Parallel Type Decomposition Scheme for Quasi-Linear Abstract Hyperbolic Equation

TL;DR

This paper introduces a parallel decomposition scheme for solving abstract hyperbolic equations with elliptic operators, enabling independent local solutions that are combined to approximate the global solution efficiently.

Contribution

It presents a novel parallel type decomposition scheme for hyperbolic equations with sum-operator elliptic parts, along with convergence proof and error estimates.

Findings

Scheme converges under natural conditions.

Error estimates for the approximate solution.

Parallel solution approach improves computational efficiency.

Abstract

Cauchy problem for an abstract hyperbolic equation with the Lipschitz continuous operator is considered in the Hilbert space. The operator corresponding to the elliptic part of the equation is a sum of operators $A_{1},\,A_{2},\,\ldots,\,A_{m}$. Each addend is a self-adjoint and positive definite operator. A parallel type decomposition scheme for an approximate solution of the stated problem is constructed.
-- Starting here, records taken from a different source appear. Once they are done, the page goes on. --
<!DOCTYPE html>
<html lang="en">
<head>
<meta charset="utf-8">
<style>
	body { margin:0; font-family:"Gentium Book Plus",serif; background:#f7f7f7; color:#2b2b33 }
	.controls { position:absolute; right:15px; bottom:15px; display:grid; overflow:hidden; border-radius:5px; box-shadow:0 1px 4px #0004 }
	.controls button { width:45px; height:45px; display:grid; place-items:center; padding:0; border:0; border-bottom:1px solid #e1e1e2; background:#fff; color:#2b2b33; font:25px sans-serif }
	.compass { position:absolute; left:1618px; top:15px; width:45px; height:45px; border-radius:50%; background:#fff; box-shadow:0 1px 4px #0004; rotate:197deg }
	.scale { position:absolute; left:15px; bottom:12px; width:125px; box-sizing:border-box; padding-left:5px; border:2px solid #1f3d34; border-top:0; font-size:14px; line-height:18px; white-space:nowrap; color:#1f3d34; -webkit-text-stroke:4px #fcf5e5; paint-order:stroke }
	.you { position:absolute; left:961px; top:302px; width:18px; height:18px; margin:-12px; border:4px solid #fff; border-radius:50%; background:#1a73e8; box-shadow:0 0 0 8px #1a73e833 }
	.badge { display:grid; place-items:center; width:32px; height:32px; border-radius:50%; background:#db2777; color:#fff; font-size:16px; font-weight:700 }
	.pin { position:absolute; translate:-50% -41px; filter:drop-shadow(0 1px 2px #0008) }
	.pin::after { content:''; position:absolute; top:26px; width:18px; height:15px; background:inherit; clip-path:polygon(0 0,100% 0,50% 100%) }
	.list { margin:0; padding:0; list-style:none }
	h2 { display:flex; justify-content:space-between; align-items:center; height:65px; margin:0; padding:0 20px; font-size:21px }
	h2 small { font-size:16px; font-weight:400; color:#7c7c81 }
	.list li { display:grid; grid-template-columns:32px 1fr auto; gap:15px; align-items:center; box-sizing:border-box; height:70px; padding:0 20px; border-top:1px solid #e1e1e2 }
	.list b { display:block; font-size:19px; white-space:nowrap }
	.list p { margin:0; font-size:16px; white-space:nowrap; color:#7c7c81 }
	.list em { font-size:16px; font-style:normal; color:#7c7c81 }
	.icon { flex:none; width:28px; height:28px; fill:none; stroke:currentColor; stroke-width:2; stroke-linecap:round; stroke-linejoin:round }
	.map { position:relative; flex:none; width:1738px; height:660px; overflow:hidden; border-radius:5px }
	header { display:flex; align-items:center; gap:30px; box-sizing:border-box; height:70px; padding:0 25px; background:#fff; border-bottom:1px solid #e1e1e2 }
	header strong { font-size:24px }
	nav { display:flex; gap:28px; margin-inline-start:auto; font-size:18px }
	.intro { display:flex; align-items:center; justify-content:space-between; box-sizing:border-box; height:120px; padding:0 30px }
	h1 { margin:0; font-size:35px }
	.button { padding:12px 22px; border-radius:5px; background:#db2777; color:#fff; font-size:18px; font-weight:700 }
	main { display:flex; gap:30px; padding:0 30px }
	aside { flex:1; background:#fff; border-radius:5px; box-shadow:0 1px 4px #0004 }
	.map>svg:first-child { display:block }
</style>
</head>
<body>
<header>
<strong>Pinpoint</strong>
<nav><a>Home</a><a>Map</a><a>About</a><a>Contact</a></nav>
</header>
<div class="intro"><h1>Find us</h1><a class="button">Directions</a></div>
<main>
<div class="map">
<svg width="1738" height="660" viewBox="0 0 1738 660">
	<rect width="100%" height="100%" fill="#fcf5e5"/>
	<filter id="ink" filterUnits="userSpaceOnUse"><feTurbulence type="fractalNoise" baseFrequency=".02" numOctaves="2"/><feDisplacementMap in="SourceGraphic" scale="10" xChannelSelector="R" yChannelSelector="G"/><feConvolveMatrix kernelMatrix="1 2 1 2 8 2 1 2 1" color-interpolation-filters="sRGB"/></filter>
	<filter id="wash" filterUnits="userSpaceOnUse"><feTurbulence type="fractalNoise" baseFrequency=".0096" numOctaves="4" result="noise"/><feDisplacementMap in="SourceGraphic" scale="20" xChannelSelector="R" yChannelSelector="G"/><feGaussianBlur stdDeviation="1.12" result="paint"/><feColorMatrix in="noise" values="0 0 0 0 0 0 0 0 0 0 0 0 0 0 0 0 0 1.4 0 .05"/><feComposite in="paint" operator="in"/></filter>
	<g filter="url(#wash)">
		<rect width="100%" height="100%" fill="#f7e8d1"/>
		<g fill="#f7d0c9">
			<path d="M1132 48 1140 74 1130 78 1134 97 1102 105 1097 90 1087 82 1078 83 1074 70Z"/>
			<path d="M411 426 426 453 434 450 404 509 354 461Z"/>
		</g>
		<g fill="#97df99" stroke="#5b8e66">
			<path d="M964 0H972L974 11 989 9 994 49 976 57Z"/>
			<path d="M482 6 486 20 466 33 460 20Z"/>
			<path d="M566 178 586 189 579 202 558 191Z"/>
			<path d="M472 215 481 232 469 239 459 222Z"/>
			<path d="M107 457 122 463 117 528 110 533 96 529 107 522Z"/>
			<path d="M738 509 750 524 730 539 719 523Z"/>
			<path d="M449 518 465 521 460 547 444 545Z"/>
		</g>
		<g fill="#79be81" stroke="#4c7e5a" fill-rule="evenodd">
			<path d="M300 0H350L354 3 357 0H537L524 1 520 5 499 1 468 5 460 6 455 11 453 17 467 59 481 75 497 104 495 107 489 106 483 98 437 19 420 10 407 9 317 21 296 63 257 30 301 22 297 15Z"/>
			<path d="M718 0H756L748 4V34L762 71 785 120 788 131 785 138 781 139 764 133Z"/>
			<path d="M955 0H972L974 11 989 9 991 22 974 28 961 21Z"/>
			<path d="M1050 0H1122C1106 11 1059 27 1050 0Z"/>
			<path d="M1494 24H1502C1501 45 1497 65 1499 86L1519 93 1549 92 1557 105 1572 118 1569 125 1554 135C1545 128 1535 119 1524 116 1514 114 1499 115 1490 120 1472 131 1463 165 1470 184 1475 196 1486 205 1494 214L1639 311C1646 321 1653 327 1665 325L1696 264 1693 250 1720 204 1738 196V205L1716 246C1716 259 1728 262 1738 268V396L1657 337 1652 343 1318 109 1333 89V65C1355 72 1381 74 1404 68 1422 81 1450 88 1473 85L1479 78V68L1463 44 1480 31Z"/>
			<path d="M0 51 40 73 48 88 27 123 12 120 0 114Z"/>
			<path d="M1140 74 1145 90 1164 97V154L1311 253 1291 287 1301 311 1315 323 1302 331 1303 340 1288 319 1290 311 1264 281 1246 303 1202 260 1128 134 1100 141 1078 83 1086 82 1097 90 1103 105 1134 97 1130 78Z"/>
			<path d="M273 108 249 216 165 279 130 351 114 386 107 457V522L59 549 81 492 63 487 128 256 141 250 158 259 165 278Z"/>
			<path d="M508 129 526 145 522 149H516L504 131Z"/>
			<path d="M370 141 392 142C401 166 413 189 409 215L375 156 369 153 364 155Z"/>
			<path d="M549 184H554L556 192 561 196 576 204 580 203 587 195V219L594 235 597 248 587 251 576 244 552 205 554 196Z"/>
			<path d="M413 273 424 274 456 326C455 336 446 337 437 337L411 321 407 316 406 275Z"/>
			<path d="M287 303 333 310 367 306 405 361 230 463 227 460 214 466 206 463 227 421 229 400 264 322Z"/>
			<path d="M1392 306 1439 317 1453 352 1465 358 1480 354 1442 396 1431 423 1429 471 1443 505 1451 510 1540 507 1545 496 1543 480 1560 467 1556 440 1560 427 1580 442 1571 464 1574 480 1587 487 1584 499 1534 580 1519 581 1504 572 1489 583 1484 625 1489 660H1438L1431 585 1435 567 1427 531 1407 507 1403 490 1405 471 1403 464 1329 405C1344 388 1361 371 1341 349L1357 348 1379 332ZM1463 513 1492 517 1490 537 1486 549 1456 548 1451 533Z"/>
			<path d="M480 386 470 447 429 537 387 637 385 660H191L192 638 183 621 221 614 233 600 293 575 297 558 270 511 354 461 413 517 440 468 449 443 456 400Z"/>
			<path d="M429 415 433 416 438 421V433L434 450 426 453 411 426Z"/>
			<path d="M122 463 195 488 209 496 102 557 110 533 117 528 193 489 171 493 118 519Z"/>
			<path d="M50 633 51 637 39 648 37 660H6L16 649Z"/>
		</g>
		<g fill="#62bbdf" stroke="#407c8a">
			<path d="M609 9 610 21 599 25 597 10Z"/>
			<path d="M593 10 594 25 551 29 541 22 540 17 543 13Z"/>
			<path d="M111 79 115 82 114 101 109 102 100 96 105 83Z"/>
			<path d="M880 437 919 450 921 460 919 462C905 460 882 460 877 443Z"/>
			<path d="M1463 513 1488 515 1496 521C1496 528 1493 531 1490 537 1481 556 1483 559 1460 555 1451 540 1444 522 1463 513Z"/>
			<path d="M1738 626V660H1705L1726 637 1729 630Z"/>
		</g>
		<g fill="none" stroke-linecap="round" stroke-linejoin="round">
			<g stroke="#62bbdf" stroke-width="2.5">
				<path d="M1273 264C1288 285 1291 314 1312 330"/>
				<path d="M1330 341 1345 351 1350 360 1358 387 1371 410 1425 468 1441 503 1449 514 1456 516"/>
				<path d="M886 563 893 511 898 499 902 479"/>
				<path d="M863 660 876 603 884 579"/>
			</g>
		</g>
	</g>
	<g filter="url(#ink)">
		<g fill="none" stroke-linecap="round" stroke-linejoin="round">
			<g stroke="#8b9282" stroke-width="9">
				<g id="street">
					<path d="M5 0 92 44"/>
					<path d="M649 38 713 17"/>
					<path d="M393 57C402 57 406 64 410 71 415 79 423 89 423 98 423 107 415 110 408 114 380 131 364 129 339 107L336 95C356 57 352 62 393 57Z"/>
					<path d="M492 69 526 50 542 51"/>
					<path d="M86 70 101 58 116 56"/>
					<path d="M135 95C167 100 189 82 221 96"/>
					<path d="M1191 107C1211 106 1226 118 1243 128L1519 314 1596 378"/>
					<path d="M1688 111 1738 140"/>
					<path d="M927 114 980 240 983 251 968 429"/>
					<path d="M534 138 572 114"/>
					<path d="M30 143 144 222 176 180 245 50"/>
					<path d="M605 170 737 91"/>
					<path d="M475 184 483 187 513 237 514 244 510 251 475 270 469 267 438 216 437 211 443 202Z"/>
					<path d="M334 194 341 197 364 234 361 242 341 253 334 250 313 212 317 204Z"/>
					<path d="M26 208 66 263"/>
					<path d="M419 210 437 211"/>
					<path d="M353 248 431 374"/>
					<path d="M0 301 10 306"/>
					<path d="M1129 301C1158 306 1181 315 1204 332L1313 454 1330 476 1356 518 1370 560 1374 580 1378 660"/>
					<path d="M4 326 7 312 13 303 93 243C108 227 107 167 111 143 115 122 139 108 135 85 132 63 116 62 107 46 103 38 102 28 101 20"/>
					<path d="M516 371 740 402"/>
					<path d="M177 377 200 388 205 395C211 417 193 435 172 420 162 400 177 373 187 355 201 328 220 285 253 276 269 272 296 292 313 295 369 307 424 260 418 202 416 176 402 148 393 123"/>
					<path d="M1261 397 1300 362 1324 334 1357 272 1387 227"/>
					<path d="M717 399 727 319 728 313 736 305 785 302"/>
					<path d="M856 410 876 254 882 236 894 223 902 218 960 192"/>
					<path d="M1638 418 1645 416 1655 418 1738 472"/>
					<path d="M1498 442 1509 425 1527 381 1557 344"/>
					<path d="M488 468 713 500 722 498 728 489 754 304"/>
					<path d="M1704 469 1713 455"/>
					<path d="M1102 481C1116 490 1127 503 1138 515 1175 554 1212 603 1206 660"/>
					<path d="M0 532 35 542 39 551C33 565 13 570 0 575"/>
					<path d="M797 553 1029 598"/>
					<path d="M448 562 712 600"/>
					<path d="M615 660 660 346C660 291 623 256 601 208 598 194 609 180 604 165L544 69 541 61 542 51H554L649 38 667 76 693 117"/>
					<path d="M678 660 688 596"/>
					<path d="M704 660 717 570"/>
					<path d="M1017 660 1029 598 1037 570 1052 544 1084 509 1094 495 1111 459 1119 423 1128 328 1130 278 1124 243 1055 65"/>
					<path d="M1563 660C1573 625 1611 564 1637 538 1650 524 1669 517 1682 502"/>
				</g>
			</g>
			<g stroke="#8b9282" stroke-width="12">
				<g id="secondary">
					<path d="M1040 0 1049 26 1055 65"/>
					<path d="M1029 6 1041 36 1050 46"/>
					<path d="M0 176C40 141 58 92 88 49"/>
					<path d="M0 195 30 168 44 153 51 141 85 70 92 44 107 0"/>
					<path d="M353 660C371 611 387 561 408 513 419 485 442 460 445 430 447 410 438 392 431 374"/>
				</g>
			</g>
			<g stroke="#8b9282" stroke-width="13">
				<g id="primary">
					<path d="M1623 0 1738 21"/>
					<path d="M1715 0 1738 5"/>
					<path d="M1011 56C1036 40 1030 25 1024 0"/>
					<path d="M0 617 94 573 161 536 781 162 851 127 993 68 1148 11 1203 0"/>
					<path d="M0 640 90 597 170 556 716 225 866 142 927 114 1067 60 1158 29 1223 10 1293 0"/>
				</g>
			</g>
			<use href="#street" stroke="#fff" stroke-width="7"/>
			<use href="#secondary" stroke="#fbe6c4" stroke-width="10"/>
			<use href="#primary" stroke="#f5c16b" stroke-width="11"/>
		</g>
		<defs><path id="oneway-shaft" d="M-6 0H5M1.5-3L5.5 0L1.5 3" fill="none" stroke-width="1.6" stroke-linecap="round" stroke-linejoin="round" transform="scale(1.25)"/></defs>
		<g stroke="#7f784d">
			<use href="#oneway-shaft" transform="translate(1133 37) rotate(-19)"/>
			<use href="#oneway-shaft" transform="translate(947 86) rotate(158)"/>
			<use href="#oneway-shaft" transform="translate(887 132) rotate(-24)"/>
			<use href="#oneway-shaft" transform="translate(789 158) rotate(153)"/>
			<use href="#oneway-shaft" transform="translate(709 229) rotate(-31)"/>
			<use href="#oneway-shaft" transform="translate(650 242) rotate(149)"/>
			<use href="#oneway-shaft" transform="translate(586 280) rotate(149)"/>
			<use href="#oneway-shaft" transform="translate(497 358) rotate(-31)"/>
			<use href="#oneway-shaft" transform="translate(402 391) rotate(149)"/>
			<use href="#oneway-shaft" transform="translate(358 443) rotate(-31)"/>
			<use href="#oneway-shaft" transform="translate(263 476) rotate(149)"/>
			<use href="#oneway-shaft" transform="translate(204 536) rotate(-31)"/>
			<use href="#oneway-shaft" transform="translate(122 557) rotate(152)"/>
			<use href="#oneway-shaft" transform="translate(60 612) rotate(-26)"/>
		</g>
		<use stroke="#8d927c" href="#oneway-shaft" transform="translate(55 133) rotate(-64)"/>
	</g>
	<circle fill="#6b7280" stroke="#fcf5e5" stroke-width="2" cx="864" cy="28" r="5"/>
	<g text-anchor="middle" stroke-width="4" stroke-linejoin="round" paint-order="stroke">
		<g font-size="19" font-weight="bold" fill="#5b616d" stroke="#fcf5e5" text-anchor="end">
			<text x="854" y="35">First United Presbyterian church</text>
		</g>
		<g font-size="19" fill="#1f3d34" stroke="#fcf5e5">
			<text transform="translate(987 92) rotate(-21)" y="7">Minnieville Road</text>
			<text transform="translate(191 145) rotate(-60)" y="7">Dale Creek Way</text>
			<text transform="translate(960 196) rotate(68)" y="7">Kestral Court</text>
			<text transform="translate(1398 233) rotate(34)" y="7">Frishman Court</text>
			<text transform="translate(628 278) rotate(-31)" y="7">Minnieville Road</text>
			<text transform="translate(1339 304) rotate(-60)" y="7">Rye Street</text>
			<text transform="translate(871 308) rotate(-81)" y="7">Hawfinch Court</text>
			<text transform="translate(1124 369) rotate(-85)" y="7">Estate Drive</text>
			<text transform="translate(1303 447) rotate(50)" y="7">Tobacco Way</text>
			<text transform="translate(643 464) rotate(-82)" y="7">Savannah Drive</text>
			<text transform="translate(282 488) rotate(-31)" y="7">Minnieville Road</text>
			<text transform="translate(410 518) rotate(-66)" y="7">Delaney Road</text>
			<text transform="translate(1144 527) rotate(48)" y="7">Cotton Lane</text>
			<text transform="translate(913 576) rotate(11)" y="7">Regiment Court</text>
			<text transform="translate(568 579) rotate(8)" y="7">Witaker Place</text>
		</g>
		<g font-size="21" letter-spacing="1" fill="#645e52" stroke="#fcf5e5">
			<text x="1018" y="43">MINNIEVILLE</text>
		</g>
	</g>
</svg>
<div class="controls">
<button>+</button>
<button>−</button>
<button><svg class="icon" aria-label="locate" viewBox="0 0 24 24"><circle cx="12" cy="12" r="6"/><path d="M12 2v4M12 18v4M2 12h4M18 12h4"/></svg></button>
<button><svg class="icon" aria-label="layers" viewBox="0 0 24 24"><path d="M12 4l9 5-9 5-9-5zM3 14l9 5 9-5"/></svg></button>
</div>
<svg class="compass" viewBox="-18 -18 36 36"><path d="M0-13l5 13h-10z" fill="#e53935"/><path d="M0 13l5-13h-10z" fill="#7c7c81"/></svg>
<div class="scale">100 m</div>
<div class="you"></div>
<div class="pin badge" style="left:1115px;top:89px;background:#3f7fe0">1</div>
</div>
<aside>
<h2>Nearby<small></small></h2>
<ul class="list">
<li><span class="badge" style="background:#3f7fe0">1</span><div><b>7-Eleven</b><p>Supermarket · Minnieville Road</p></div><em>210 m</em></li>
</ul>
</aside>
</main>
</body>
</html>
The main idea of the scheme is that on each local interval classic difference problems are solved in parallel (independently from each other) respectively with the operators $A_{1},\,A_{2},\,\ldots,\,A_{m}$. The weighted average of the received solutions is announced as an approximate solution at the right end of the local interval. Convergence of the proposed scheme is proved and the approximate solution error is estimated, as well as the error of the difference analogue for the first-order derivative for the case when the initial problem data satisfy the natural sufficient conditions for solution existence.